▶ **Work item**:
From the data below, report how many lines contain the word "shadow", giving the number and nothing else.

Stored items

*** Begin section ***

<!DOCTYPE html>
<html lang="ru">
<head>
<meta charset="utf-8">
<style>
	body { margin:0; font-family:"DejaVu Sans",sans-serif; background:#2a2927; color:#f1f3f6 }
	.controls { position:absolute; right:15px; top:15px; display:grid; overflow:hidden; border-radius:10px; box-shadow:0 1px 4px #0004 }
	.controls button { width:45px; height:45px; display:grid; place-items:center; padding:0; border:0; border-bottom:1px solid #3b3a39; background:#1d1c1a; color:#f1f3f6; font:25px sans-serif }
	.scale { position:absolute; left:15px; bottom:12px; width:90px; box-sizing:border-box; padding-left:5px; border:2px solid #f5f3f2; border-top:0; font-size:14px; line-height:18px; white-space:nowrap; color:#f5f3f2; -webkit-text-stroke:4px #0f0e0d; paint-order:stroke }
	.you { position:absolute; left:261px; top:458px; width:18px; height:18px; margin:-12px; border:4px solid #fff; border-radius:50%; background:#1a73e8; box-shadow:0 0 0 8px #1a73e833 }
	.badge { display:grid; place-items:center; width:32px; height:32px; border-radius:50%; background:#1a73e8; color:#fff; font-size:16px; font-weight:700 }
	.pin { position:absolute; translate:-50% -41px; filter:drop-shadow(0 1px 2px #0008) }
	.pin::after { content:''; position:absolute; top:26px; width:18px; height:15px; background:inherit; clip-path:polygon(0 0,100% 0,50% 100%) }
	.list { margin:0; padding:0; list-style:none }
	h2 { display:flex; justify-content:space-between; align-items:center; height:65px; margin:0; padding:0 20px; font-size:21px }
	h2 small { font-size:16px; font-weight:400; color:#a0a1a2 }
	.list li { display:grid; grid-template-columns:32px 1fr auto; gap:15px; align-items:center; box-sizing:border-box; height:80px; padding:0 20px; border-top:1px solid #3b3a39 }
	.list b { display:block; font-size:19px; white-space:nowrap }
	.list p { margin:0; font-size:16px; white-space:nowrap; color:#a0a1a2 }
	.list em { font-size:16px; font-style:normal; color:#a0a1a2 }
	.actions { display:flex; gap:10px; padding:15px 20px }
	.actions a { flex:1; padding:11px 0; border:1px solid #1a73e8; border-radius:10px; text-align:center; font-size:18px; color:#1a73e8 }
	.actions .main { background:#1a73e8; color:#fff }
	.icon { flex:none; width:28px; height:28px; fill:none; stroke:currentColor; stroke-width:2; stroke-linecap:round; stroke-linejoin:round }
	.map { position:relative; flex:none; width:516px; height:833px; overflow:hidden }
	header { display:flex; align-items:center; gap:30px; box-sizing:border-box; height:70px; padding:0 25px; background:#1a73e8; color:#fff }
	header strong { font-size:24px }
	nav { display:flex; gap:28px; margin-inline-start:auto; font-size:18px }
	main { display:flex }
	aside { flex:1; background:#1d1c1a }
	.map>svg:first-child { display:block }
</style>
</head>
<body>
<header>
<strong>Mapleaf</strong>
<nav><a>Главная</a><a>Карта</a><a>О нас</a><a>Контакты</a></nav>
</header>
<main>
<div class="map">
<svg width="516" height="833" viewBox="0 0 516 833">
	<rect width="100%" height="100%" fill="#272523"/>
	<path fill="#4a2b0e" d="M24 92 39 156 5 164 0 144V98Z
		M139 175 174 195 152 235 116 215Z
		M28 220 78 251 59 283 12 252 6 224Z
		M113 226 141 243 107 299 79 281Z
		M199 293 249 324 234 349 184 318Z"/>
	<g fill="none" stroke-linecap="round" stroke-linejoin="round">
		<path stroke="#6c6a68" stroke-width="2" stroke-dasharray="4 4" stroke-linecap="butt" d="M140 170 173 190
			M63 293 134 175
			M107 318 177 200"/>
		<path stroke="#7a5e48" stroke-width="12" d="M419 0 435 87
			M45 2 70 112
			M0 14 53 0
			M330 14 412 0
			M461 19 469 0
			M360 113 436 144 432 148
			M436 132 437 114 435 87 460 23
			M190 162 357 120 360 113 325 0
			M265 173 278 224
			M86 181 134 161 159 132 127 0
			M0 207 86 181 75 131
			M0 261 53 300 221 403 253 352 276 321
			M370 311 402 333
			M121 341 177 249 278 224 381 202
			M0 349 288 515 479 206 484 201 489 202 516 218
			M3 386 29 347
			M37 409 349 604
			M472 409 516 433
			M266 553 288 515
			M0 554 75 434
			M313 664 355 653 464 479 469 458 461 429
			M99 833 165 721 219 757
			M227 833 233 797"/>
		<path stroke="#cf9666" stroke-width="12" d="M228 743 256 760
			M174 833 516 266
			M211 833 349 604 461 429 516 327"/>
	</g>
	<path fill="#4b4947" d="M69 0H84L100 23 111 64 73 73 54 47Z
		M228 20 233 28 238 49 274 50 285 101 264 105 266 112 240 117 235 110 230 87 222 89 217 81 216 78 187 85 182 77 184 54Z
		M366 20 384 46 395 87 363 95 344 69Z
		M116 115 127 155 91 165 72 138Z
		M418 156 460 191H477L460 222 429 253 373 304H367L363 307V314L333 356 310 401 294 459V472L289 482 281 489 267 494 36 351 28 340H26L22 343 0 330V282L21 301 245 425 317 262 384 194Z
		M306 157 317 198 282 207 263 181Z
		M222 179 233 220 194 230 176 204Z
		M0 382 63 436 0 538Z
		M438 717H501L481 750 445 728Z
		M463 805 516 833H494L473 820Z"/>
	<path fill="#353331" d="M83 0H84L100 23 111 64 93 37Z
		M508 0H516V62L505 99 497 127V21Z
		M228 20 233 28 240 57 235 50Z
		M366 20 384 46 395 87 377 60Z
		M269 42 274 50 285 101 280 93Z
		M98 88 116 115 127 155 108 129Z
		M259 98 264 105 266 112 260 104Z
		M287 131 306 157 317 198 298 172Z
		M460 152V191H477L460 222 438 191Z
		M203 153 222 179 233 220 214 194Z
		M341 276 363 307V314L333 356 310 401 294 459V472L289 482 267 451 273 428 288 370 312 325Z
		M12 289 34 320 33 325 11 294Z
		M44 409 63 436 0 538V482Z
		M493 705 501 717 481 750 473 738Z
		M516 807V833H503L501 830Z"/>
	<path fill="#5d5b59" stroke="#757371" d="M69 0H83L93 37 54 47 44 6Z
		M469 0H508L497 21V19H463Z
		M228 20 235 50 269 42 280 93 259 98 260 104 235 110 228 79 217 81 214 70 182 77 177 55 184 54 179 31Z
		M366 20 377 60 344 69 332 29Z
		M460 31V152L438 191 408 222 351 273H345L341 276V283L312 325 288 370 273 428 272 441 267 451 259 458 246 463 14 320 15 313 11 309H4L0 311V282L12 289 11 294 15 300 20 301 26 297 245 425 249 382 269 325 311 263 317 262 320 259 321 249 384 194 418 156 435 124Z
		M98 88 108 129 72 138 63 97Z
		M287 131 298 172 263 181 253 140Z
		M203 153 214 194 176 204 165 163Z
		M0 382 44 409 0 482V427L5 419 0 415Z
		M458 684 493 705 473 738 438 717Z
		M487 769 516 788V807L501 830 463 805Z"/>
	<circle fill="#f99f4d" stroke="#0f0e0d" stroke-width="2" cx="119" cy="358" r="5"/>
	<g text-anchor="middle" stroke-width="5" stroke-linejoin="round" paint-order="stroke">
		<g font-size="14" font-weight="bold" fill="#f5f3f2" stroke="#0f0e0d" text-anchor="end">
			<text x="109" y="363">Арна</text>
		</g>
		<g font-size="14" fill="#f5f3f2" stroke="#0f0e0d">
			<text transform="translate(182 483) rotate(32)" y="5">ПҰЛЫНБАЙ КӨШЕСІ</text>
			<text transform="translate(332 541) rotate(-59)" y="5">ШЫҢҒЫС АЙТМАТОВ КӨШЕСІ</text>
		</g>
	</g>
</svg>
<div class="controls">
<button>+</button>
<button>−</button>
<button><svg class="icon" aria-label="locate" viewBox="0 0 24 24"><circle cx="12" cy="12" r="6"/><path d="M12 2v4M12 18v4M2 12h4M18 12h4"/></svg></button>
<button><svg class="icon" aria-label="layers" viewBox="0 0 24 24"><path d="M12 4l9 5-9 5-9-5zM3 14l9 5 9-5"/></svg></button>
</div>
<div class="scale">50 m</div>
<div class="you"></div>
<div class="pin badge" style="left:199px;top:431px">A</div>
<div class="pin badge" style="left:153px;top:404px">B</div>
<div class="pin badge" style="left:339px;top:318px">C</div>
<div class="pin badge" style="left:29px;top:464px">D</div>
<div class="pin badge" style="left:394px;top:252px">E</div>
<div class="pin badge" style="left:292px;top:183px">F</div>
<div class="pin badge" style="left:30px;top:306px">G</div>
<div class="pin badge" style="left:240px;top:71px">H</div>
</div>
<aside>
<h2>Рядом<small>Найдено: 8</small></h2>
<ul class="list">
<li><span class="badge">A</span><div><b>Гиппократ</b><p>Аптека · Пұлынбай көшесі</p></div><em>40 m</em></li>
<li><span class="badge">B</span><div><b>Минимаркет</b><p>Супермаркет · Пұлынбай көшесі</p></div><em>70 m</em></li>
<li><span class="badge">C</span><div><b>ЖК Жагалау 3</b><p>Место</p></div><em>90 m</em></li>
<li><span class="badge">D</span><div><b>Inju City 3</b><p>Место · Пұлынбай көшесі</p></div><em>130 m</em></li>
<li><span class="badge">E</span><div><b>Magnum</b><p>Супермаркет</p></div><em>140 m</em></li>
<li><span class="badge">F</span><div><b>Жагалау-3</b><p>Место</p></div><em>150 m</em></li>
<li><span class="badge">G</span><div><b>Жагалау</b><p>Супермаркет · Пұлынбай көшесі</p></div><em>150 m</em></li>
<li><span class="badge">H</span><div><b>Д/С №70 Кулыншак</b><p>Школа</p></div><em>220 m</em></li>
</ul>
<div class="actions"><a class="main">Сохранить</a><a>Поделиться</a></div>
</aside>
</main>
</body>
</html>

*** End section ***

▶ **Answer to this task**:
3